Fake News

“Is this ‘fake’ news?” is a common question one may ask when it comes to the authenticity and accuracy of a news story. The term ‘fake news’ has become associated with governments’ and corporation’s pre-packaged news that has been released as news outlets. A majority of these corporations and governments release these pre-packaged news pieces through something called VNR's (visual news releases) [1]. VNR’s are essentially designed to look like an authentic news report. Through the VNR’s, people are more willing to believe that what is being displayed is truthful because it is portrayed as ‘news’. As a result, the government and corporations are finding new innovative ways to make their commercials and advertisements more news-like in order for them to be viewed as something that they may often not be; something truthful, something called news.

I personally do not think that corporately funded news is positive for our society. In essence, it seems that if you have money you have the ability to make society think, see or believe what you want them to. This means that money can be the cause or allowance of the transfer of misleading information in the media. With the booming public relations industry, dreams are becoming realities. "The fact that corporations and governments feel compelled to spend billions of dollars every year manipulating the public is a perverse tribute to human nature and our own moral values. The public relations industry has stolen our dreams, and returned them to us packaged as illusions. It must be our duty to dream more deeply, and to participate in the process of transforming those dreams into reality [2]."News should focus on the main idea of a story and abstain from all unnecessary corporate influences within them. Therefore the truth is that where ever there is money, there will always be false or ‘fake’ news.

A couple of days ago, I watched a movie called "Beyond a Reasonable Doubt". The movie was about a high profile lawyer, named Hunter who had an amazing record of putting criminals behind bars and was a shoo-in for governor in an upcoming election. But when an investigative journalist, C.J., who was known for one of his award winning news reports, begins to investigate this lawyer he comes to realize that he is tampering with evidence to secure his convictions.
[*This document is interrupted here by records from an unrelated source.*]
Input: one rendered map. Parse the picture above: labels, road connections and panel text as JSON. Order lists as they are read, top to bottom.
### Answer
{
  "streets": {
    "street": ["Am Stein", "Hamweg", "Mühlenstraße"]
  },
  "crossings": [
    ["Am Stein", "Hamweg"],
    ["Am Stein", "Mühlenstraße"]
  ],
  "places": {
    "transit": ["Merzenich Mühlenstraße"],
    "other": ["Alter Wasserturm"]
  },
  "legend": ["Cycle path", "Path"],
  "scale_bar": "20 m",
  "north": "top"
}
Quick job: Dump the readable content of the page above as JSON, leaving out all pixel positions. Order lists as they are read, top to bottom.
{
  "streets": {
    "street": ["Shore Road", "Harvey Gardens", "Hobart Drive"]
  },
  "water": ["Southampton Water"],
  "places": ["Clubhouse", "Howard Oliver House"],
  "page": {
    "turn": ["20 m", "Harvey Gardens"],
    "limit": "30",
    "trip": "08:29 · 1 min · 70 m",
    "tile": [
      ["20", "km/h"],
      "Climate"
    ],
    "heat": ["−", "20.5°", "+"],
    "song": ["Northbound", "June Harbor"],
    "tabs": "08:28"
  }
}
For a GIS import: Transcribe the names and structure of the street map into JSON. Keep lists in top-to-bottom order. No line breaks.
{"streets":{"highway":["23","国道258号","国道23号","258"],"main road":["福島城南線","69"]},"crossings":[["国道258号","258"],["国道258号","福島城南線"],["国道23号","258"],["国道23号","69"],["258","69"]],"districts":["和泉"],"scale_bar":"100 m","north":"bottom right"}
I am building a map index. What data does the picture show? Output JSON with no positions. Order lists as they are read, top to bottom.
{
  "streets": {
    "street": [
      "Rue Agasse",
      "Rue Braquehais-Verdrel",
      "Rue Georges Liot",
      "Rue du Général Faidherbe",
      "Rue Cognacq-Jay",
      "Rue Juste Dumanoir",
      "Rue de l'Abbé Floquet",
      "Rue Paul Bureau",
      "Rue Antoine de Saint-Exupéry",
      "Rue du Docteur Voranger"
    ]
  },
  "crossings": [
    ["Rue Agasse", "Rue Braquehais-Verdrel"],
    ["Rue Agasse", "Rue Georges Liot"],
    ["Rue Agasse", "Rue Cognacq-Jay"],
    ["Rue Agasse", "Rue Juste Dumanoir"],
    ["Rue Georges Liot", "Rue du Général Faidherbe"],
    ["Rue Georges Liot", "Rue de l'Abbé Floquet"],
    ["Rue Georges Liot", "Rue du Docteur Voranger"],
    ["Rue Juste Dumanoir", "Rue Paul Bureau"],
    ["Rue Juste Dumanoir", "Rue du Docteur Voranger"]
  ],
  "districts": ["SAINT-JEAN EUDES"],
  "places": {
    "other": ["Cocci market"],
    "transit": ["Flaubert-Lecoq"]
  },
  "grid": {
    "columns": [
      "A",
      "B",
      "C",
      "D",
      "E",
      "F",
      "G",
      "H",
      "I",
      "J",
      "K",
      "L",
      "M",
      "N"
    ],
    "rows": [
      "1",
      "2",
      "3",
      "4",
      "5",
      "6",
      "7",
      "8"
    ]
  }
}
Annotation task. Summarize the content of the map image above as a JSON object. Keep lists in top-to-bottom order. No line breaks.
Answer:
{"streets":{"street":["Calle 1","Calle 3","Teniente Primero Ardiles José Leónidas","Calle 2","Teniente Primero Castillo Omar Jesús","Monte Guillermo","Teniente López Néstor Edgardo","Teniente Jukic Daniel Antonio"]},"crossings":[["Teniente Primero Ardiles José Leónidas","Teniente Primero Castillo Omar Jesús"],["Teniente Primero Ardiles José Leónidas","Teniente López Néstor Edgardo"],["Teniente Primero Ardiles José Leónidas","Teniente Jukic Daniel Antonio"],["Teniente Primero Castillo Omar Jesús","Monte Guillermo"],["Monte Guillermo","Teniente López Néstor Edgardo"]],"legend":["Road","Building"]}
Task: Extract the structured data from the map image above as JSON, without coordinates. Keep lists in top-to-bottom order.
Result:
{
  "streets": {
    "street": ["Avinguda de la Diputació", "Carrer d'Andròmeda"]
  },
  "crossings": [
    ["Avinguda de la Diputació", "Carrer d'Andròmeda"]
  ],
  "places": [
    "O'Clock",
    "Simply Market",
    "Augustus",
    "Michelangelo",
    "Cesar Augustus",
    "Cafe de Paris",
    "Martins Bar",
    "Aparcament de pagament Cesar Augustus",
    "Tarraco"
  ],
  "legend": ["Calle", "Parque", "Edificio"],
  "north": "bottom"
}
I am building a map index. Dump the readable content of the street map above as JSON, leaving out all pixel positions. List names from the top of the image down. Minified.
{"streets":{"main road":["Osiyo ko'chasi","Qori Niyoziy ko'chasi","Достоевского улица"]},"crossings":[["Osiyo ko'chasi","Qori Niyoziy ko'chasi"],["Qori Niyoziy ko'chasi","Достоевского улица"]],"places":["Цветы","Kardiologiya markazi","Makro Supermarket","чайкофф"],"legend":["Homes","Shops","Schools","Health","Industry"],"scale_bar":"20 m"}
C.J essentially frames himself as a murder suspect to catch Martin in the act, and he does this with the help of his girlfriend causing a ‘mistrial’. But what C.J’s girlfriend later on comes to discover is that C.J hired the murdered victim from the previous case to act in his new report and later on actually murdered her because she was threatening to expose him.

It is evident that the government and corporations are implicating fake news into our world, but in relation to the film, we can see that this is happening with journalists as well. They only do this primarily for self benefit and profit. They effectively exhibit this ‘news’ to touch viewers on an emotional level and once that is accomplished, then you pretty much have the viewers in ‘the palm of your hand’. On that note, I would like all readers to keep this in mind: "Only a select few are aware that most of what's in a newspaper is either fact-plus-fiction or truth-minus-fact, which evens out to be just about the same thing.-Chuck Klosterman

Work Cited

[1] "Fake News". . Web.

[2]Klosterman, Chuck. "Sex, Drugs, And Cocoa Puffs" New York, NY: Scribner, 2003.